Threading in C/C++, Rust, and Java will be much quicker than the subprocess model of Node.js. These languages expose real threads, with shared state and all the memory management concerns it brings. Higher-level interpreted languages like Python, Ruby, and Node.js don't offer native thread implementations, instead using heavier worker subprocess solutions.

Wrapping up

Worker threads give Node.js developers a way to run code in parallel by starting new child processes. This isn't real multithreading, however each "thread" is an independent process that lacks access to its parent's context. Communication between threads is only possible using allocated shared memory and messages exchanged via an event listener.
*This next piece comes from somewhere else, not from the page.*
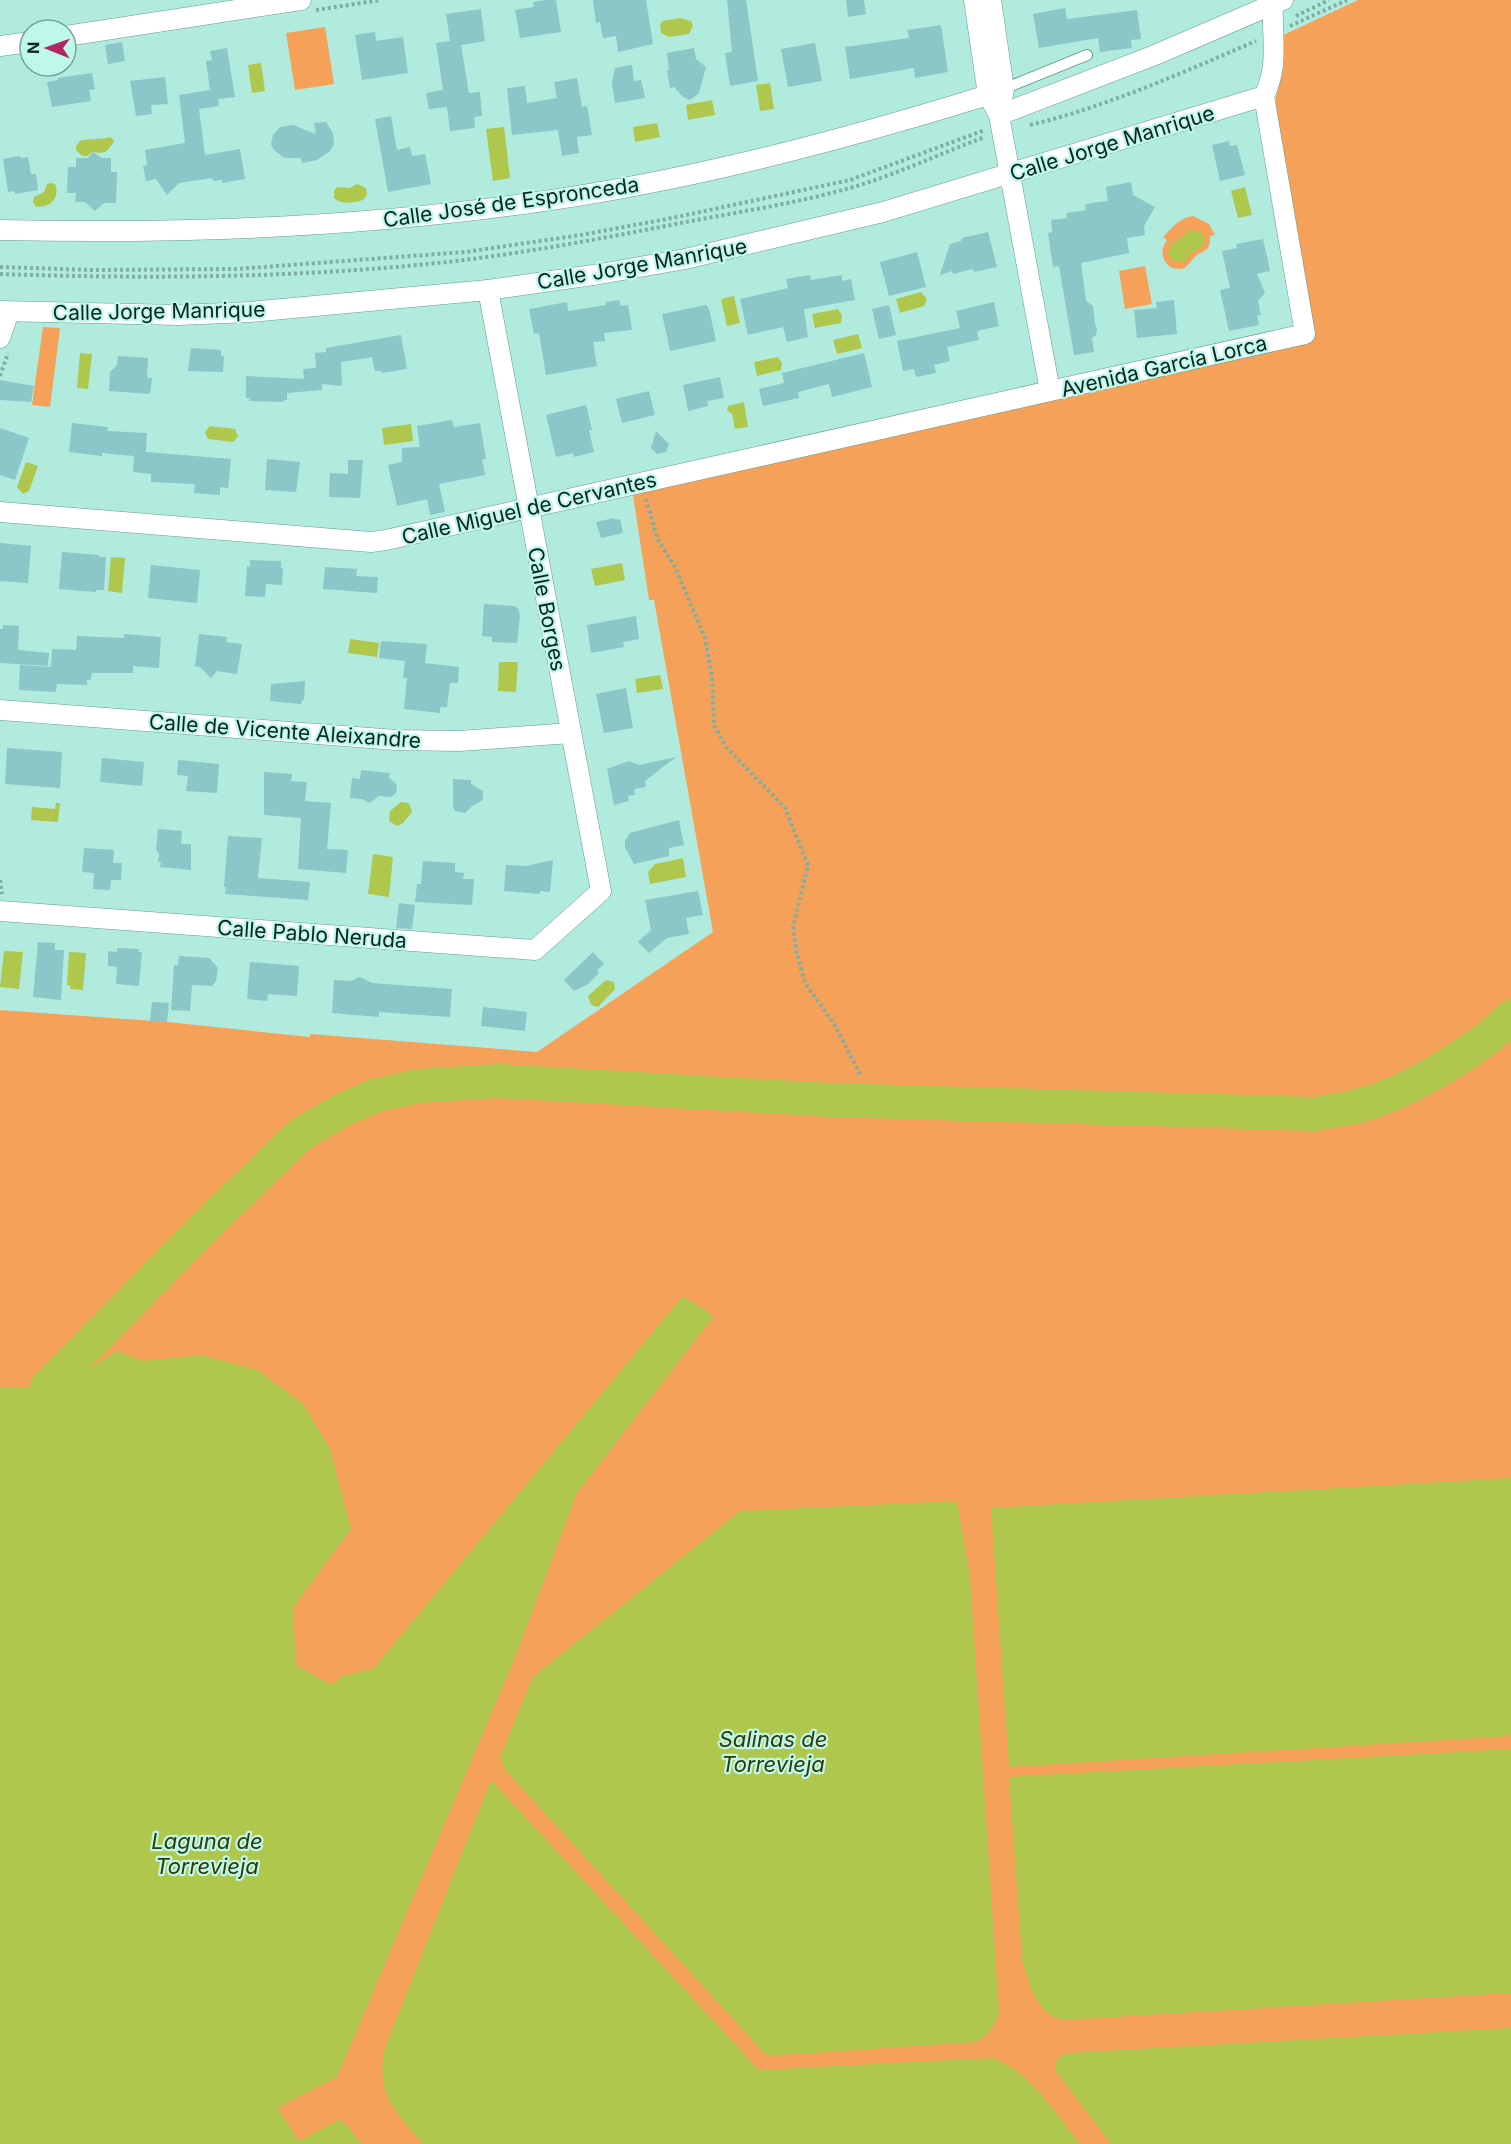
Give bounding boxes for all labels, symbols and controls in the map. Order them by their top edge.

The worker_threads module is still an invaluable part of the Node.js ecosystem. There's no other way of achieving multithreading and parallel processing within the confines JavaScript imposes as a synchronous blocking language. However, it's important to recognize the limitations of worker threads so you can make an informed choice about when to use them. Adding a worker in the wrong situation could reduce your app's performance and increase resource utilization.

Highly CPU-intensive code where performance is critical will run more performantly when using real threads in another programming language. Worker threads are sufficient for most Node.js use cases, though, such as job queues in web apps or background video processing on your desktop.